5.2  The license granted to BAUSCH pursuant to Section 5.1 shall only apply to
     Products made by (a) BAUSCH or its Affiliated Companies exclusively for the
     sale by BAUSCH, its Affiliated Companies or distributors for BAUSCH or its
     Affiliated Companies, (b) Technovision GmbH for BAUSCH, provided that this
     subsection 5.2(b) shall be of no further force or effect if Technovision
     GmbH directly or indirectly becomes an Affiliated Company to Alcon
     Laboratories, Inc. or any of its Affiliated Companies, (c) Unrelated Third
     Parties selected by BAUSCH to make a Product for BAUSCH, which Unrelated
     Third Parties are not at the time BAUSCH selects such party to make such
     Product (and within a period of six months prior to such selection) engaged
     anywhere in the world in the sale (including sale through distributors) of
     such Product, provided that if BAUSCH selects such Unrelated Third Party to
     make an additional Product for BAUSCH, at the time of such further
     selection (and within a period of six months prior to such selection) such
     party may not be engaged anywhere in the world in the sale (including sale
     through distributors) of such additional Product, and (d) Unrelated Third

<PAGE>

     Parties selected by BAUSCH to make a Product for BAUSCH, which parties are
     at the time BAUSCH selects such party to make such Product (and within a
     period of six months prior to such selection) engaged anywhere in the world
     in the sale (including sale through distributors) of Products other than
     the Product such party will make for BAUSCH, provided that the Product that
     such party makes for BAUSCH must be designed and made exclusively for
     BAUSCH, provided further that if BAUSCH selects such Unrelated Third Party
     to make an additional Product for BAUSCH, at the time of such further
     selection (and within a period of six months prior to such selection) such
     party may not be engaged anywhere in the world in the sale (including sale
     through distributors) of such additional Product. For purposes of Section
     5.1 Affiliated Companies of BAUSCH shall not include any type of
     cooperative venture involving BAUSCH or Affiliated Companies of BAUSCH on
     the one hand and Alcon Laboratories, Inc. or Affiliated Companies of Alcon
     Laboratories, Inc. on the other hand.

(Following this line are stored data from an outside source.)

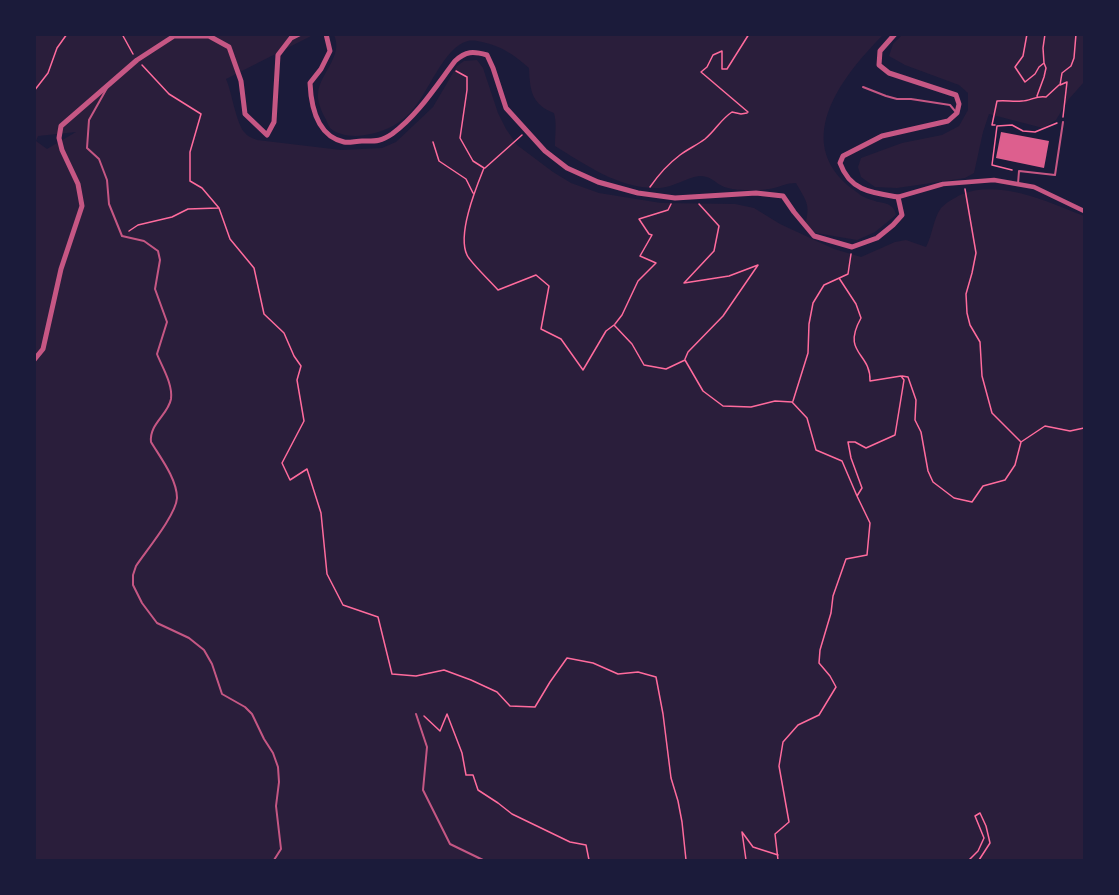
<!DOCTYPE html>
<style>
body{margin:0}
#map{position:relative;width:1119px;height:895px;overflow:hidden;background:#1b1b3a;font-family:"Varela Round",sans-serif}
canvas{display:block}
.frame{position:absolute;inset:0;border:36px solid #1b1b3a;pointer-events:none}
</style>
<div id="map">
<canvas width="1119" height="895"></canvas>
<div class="frame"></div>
</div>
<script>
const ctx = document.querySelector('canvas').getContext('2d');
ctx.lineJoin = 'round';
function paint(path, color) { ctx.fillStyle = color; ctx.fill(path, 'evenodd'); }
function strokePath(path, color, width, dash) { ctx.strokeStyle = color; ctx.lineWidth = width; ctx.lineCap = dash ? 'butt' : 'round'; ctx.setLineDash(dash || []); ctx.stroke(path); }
const green = new Path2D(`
 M34 35H313L226 79C232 92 236 124 245 133 248 137 253 138 257 140L341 150 382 148 396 142 433 107 457 66 464 61 477 60 483 68 498 113 506 129 517 145 553 172 571 183 599 193 661 203 735 204 754 208 780 224 834 249 861 257 895 242 906 240 926 247C933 234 933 219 941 208 947 202 953 199 960 195 998 178 1049 202 1084 216V860H35ZM76 132 47 149 36 141 38 136Z
 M334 35H883C840 78 788 146 858 193 862 197 869 199 875 201 880 203 887 202 892 207 894 209 895 211 896 215L875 232 857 240 810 232 805 225C811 204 806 201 796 183 787 183 782 186 774 188 763 191 738 191 728 188 717 186 712 175 699 176 686 178 673 187 660 188 621 190 586 165 555 146 555 134 557 123 554 113 531 104 530 90 529 68 514 55 502 46 482 42 478 41 472 40 468 41 443 47 428 95 409 114 396 126 383 132 365 135 354 137 339 136 330 128 328 125 326 119 324 116 321 110 317 100 318 94 319 74 344 56 334 35Z
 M902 35H1084V82L1068 100 1056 120 1043 128 989 114 983 132 974 173 965 178 897 188 875 187 861 177 858 167 861 158 902 143 942 135 959 126 968 110V93L959 85 905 65 889 56 893 44Z`);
const building = new Path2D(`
 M1001 132 1049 141 1044 168 996 158Z`);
const path = new Path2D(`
 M122 34 133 54
 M1027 34 1023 56 1015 67 1025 82 1035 74 1039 67 1044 63
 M142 65 169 94 201 114 190 152V181L202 188 219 208 230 239 254 268 264 314 284 333 294 356 301 366 297 380 304 421 282 463 290 480 307 469 321 513 327 574 343 605 378 617 392 674 416 676 444 670 471 680 497 692 510 706 535 707 550 682 567 658 593 663 618 674 638 672 656 677 663 714 671 778 678 801 682 822 686 860
 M456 71 467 77V90L460 138 473 161 484 168C476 188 457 234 467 255 470 262 492 283 498 290L536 275 549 286 541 329 561 339 583 370 606 331 614 325 632 344 644 365 666 369 685 360 703 391 723 406 751 407 775 401 792 402 807 418 816 450 842 461 857 496
 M34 91 48 73 57 48 67 34
 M1037 96 1044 77 1046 68 1044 63 1043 48 1045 34
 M748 112 701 72 707 67 713 55 722 51V69H727L749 34
 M1063 117 1067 82 1060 85 1062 73 1071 66 1074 58 1076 34
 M995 125H992L997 101C1007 100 1012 102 1022 101 1030 101 1037 95 1046 97L1059 85
 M433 142 439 161 466 179 473 193
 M485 168 522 135
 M1012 170 992 165 997 126 1012 125 1023 131 1035 132 1057 123
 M650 187C659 174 668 164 680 155 688 149 697 145 705 139 716 130 720 120 732 112L741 114 747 113
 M965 189 976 253 972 273 966 294 967 313 970 325 980 342 982 376 992 413 1021 442
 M129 231 138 225 172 217 188 209 218 208
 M615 324 622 315 638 281 656 263 640 256 652 235 649 234 639 219 668 210 671 204
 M685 359 688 352 723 316 758 265 729 276 684 283 714 251 719 226 699 204
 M902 376 908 377 916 400 915 420 921 432 928 471 933 482 954 498 972 502 983 486 1005 480 1015 465 1021 442 1045 426 1070 431 1084 428
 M793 401 808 353 809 324 813 303 824 285 848 274 851 254
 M424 716 440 731 447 714 462 753 466 775H473L478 790 498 803 512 814 570 842 586 845 589 860
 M746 860 742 832 753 847 778 855
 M778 860 775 834 789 822 779 766 783 742 798 725 819 715 836 687 830 676 819 663 820 650 831 613 833 596 846 559 867 555 870 523 857 496 862 488 851 458 848 442H855L866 448 895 435 904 380 901 376 870 381C871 352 841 354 861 318L856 304 839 278
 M969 860 978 851 984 838 975 816 980 813 986 826 990 843 979 860`);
const service = new Path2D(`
 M863 87 886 96 897 99H911L950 105 955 111
 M107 88 89 120 87 148 99 159 107 180 109 204 122 236 144 241 158 251 160 260 155 289 167 322 157 354C162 367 173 384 171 399 168 415 149 424 151 442 160 457 177 479 177 498 176 515 146 551 136 566L133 575V585L142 603 157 623 189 638 204 650 212 664 222 694 245 707 252 714 264 739 273 753 278 767 279 782 276 806 281 849 274 860
 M1018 184 1019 171 1055 175 1063 122
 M416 714 427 747 423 790 450 844 483 860`);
const minor = new Path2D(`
 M898 197 943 184 994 180 1034 187 1084 211`);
const tertiary = new Path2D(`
 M326 34 330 51 321 69 310 83C311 106 317 136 344 142 349 143 356 141 362 141 375 141 380 142 392 134 418 115 436 86 455 61 466 51 473 51 487 55L493 68 506 108 545 151 567 168 598 182 638 193 675 198 756 193 783 196 794 212 814 236 852 247 877 238 893 225 902 215 898 197C872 193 850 191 840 163L843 156 882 136 948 121 957 113 959 104 956 95 889 73 879 65 880 51 895 34
 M34 360 43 349 61 269 82 206 78 184 62 150 59 138 61 126 137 60 174 36H209L229 47 241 81 245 114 267 135 274 122 278 55 291 38 299 34`);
paint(green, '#2a1e3b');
paint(building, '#dd5f8e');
strokePath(path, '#ff6b9d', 1.5);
strokePath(service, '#c65784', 2);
strokePath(minor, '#c65784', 4.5);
strokePath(tertiary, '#c65784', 5);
</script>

5.3  As of the Effective Date LASERSIGHT hereby releases and discharges BAUSCH
     and each of its Affiliated Companies and their officers, directors,
     employees, representatives, agents, customers and attorneys, and grants
     each such person and entity immunity from suit from and against any and all
     claims, demands, actions, or causes of action related to any infringement
     of Patent No. '679 which arose or which may arise at any time during the
     existence and continuation of the license granted to BAUSCH by this
     Agreement.

5.4  The parties understand and agree that no license or other right is granted
     herein to either party, directly or by implication, estoppel or otherwise,
     with respect to any trade secrets or know-how, and that no such license or
     other right shall arise from the consummation of this Agreement or from any
     acts, statements or dealings leading to such consummation. Except as

<PAGE>

     specifically provided herein, neither party is required hereunder to
     furnish or disclose to the other any technical or other information.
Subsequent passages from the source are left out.